Maiku meant (1) -- he's trying to figure out how to design the UI in Pidgin.

> 2) the session-accept message is sent.
> 3) both 1) and 2)
> 
> That question aside, a few thoughts.
> 
> Could we have a compromise where if someone is in your roster we assume
> a certain amount of trust, and go ahead and exchange transport-info
> before the call is accepted.  

Right, that's what I'm suggesting -- if you share presence with someone
via presence subscription (which gets reflected in the rosteR), you
probably think it's ok to share IP addresses with that person for the
purpose of call setup.

> And in the case where an incoming call is
> from someone not in your roster, you delay sending transport-info until
> the user has clicked accept.  

Where "clicked accept" means (1) from above.

However I would not necessarily restrict sending transport candidates to
situations where you have a presence subscription.
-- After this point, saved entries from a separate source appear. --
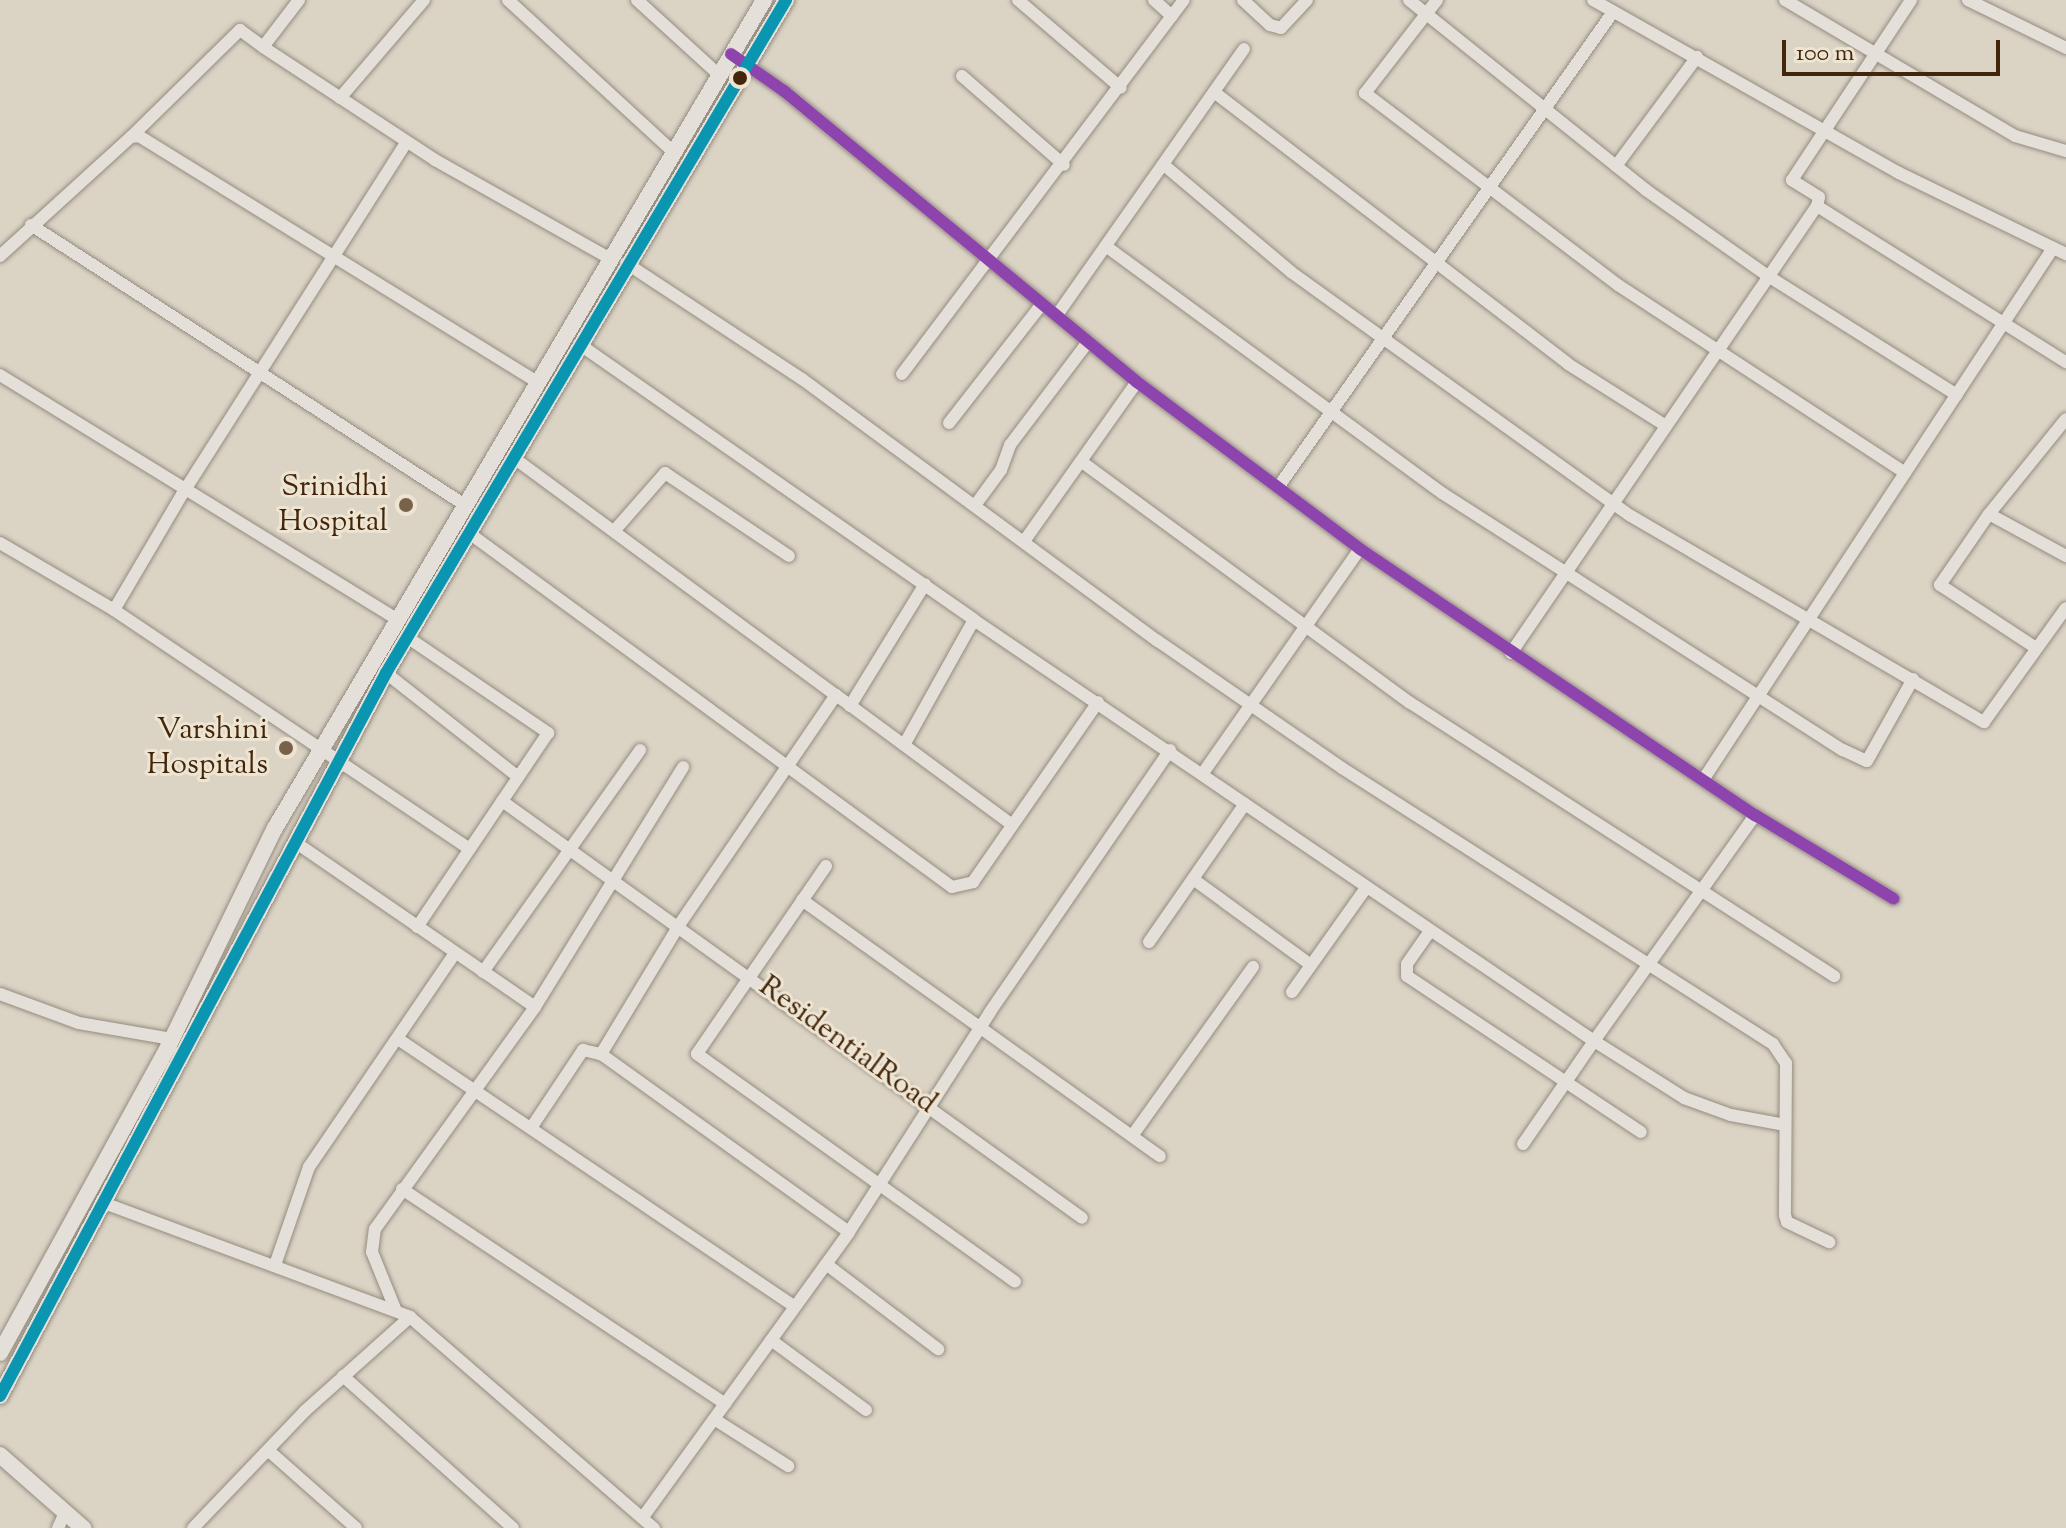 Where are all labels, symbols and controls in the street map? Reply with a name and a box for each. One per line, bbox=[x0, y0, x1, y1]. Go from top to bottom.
scale bar bbox=[1786, 24, 2004, 74]
text: 100 m bbox=[1796, 37, 1854, 71]
unlabelled marker bbox=[732, 70, 748, 86]
place label: Srinidhi Hospital bbox=[279, 470, 388, 540]
marker: Srinidhi Hospital bbox=[395, 494, 417, 516]
place label: Varshini Hospitals bbox=[147, 713, 268, 784]
marker: Varshini Hospitals bbox=[275, 737, 297, 759]
street label: ResidentialRoad bbox=[751, 969, 943, 1123] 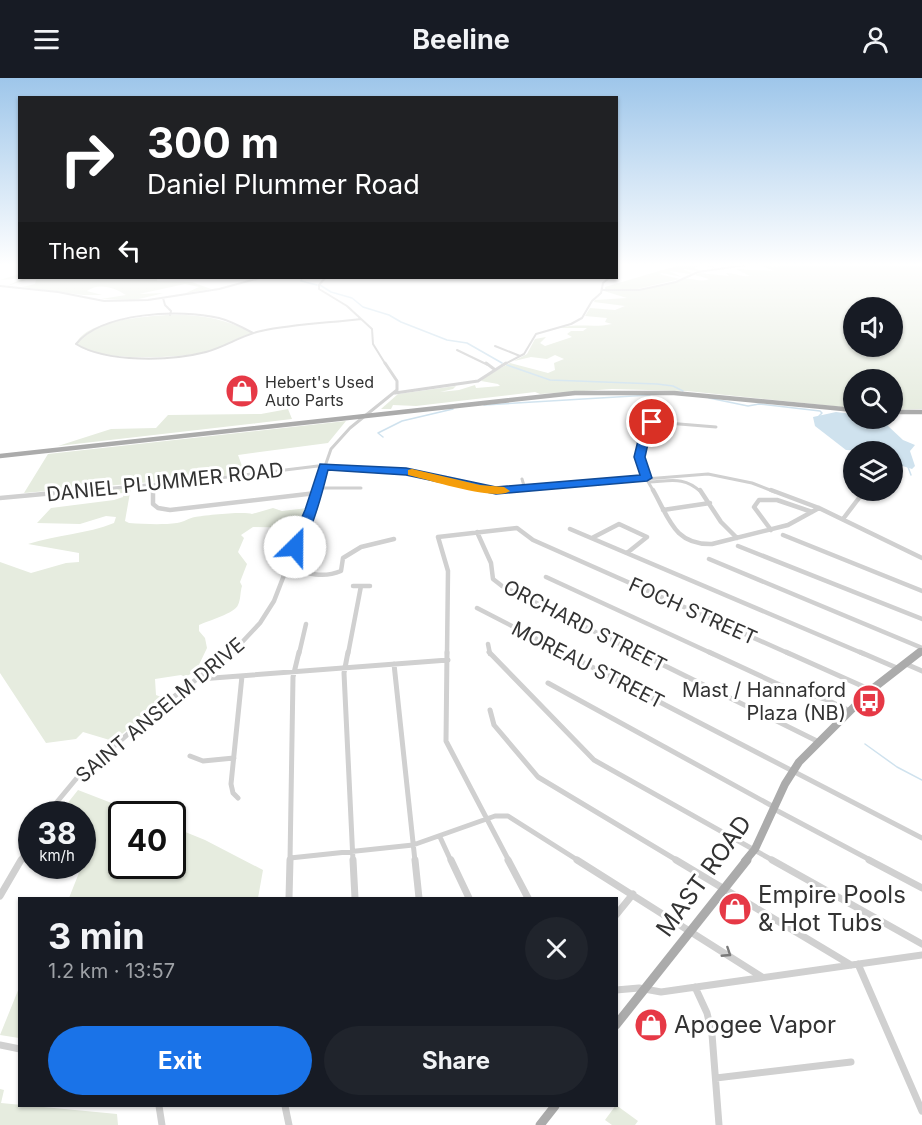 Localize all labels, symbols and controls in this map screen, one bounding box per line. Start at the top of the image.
icon: menu [30,23,63,56]
text: Beeline [412,23,510,56]
icon: person [859,23,892,56]
text: 300 m [147,117,279,168]
icon: right [48,120,126,198]
text: Daniel Plummer Road [147,168,420,201]
icon: left [113,234,146,267]
text: Then [48,238,101,264]
map controls [843,297,903,501]
button: sound [843,297,903,357]
button: search [843,369,903,429]
place label: Hebert's Used Auto Parts [265,372,374,410]
shop icon: Hebert's Used Auto Parts [224,373,260,409]
pin [626,396,677,447]
icon: arrive [635,405,668,438]
button: layers [843,441,903,501]
street label: DANIEL PLUMMER ROAD [45,458,285,506]
position arrow [263,515,327,579]
street label: FOCH STREET [625,572,761,650]
street label: ORCHARD STREET [499,574,671,678]
street label: MOREAU STREET [508,616,668,714]
street label: SAINT ANSELM DRIVE [71,632,249,788]
place label: Mast / Hannaford Plaza (NB) [682,678,846,725]
bus stop icon: Mast / Hannaford Plaza (NB) [851,683,887,719]
speed limit sign: 40 [108,801,186,879]
street label: MAST ROAD [650,809,757,942]
text: 38 [38,815,76,851]
text: km/h [39,846,75,865]
place label: Empire Pools & Hot Tubs [758,880,906,937]
shop icon: Empire Pools & Hot Tubs [717,891,753,927]
text: 3 min [48,914,145,958]
button: close [525,917,588,980]
one-way arrow [721,946,732,957]
text: 1.2 km · 13:57 [48,959,175,983]
shop icon: Apogee Vapor [633,1007,669,1043]
place label: Apogee Vapor [674,1010,836,1039]
button: Exit [48,1026,312,1095]
button: Share [324,1026,588,1095] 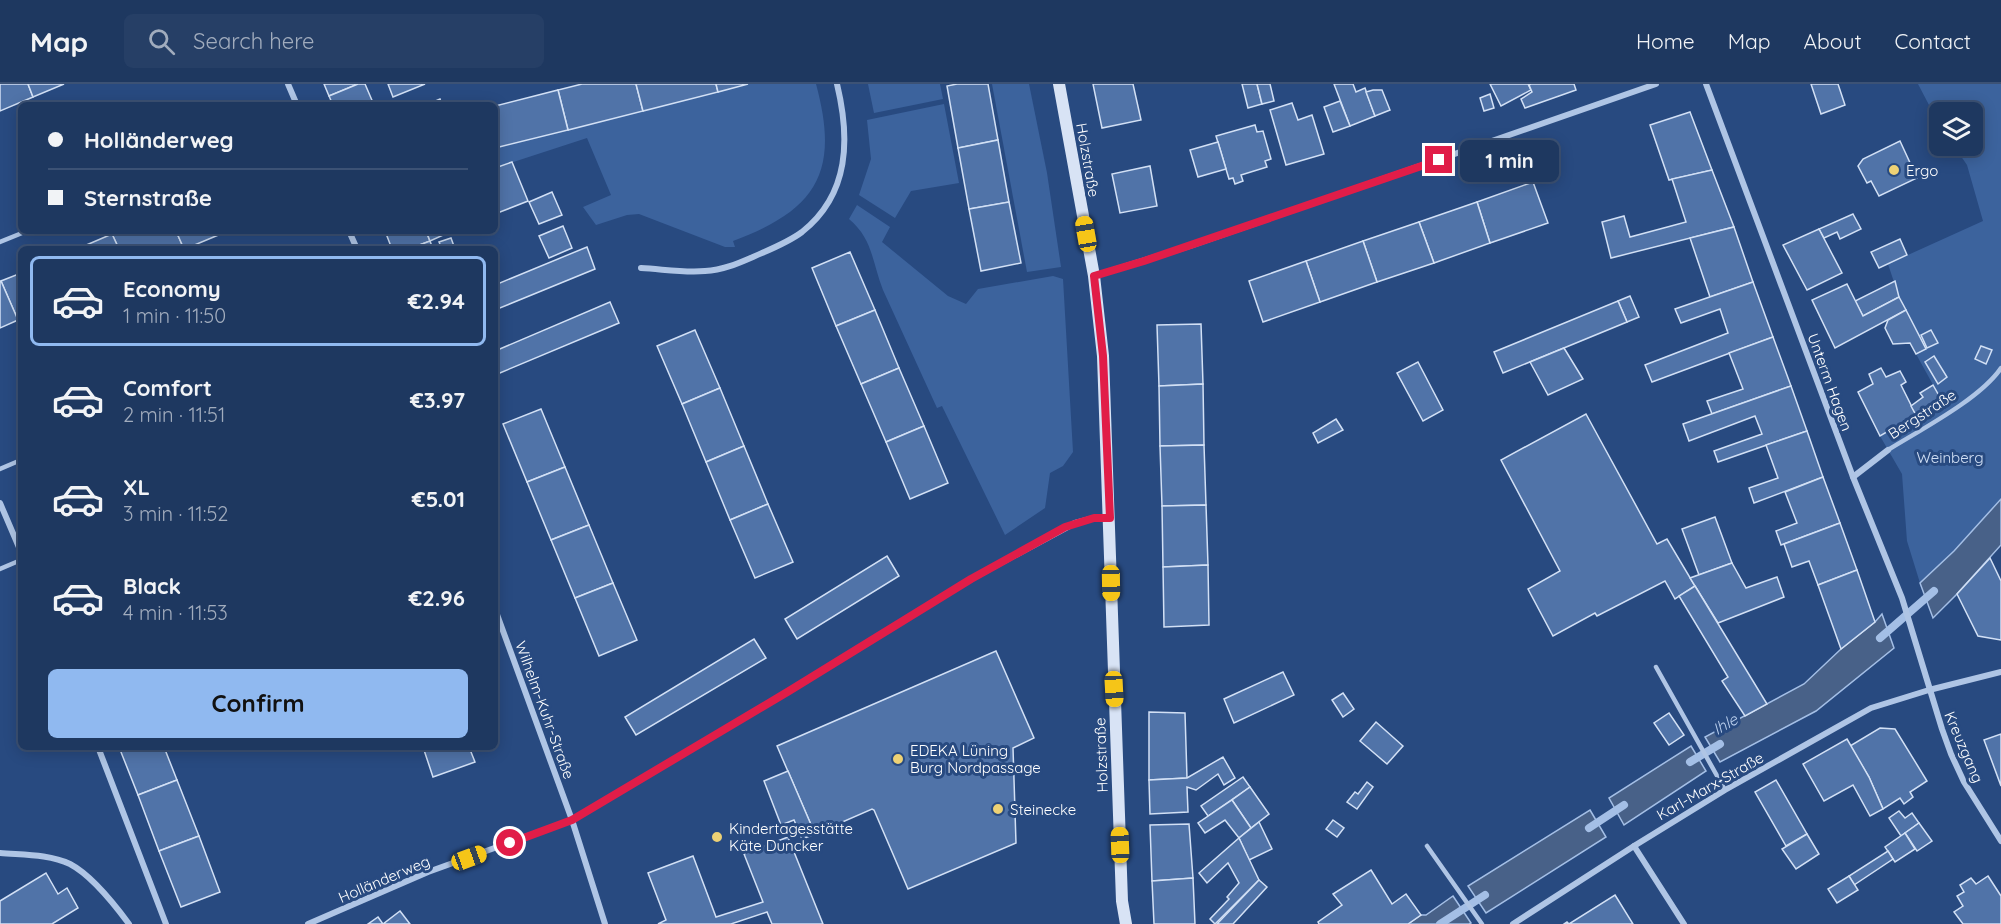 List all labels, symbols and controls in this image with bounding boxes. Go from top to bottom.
search box [124,14,544,68]
text: Map [30,24,88,59]
icon: search [145,25,178,58]
text: Search here [193,27,315,55]
text: Home [1636,28,1695,54]
text: Map [1728,28,1771,54]
text: About [1804,28,1862,54]
text: Contact [1895,28,1971,54]
map controls [1929,102,1983,156]
button: layers [1929,102,1983,156]
street label: Holzstraße [1072,121,1104,199]
text: Holländerweg [84,126,234,154]
callout: 1 min [1460,139,1559,181]
route end [1425,146,1452,173]
text: 1 min [1485,148,1534,173]
place label: Ergo [1906,161,1938,180]
marker: Ergo [1887,163,1901,177]
text: Sternstraße [84,184,212,212]
car [1074,215,1098,253]
icon: car [51,274,105,328]
text: Economy [123,275,221,303]
text: €2.94 [408,287,465,315]
text: 1 min · 11:50 [123,303,226,328]
street label: Unterm Hagen [1804,331,1856,433]
icon: car [51,373,105,427]
text: Comfort [123,374,212,402]
street label: Bergstraße [1884,385,1960,443]
text: €3.97 [410,386,465,414]
text: 2 min · 11:51 [123,402,225,427]
park label: Weinberg [1916,448,1984,467]
icon: car [51,472,105,526]
text: XL [123,473,150,501]
text: €5.01 [412,485,465,513]
text: 3 min · 11:52 [123,501,228,526]
car [1102,565,1120,601]
icon: car [51,571,105,625]
text: Black [123,572,181,600]
text: €2.96 [409,584,465,612]
text: 4 min · 11:53 [123,600,228,625]
street label: Wilhelm-Kuhr-Straße [511,638,579,782]
button: Confirm [48,669,468,738]
car [1104,671,1124,707]
water label: Ihle [1709,708,1742,739]
street label: Kreuzgang [1940,708,1988,786]
street label: Holzstraße [1090,717,1112,793]
place label: EDEKA Lüning Burg Nordpassage [910,741,1041,777]
street label: Karl-Marx-Straße [1653,748,1767,824]
marker: EDEKA Lüning Burg Nordpassage [891,752,905,766]
place label: Steinecke [1010,800,1076,819]
marker: Steinecke [991,802,1005,816]
place label: Kindertagesstätte Käte Duncker [729,819,853,855]
car [1110,827,1130,863]
route start [496,829,523,856]
marker: Kindertagesstätte Käte Duncker [710,830,724,844]
car [449,843,489,873]
street label: Holländerweg [335,851,433,907]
For instance in XMPP you can exchange messages with someone even if you
don't have a presence subscription. So you and I might have a message
chat like that. And then as we chat away, one of us says "hey let's
upgrade this message chat to voice chat". You know my full JID and I
know your full JID because we've been chatting, so if you send me a
voice chat request my client might automatically start sending
candidates to you because we have a live message chat going. And I think
that might be fine!

Now, I happen to think it is a best practice to share directed presence
(in the absence of a presence subscription) when you have a message chat
with someone who's not in your roster, so in XEP-0176 we could say that
it's OK to share candidates (and therefore IP addresses) before clicking
the big "accept this call" button with someone you share presence with
either through a formal subscription or through dynamic sharing of
directed presence.

> This would cut down on options / config.
> It feels like this option won't be understood by your average user, plus
> it seems like the only benefit is to slightly optimize transport
> negotiation.  Is it really worth the cost in spec. complexity,
> implementation complexity, and user mind-share to configure the option?
>  I would say no, and if it really is a security concern, lets just err
> on the side of being more secure and pick one way of doing it.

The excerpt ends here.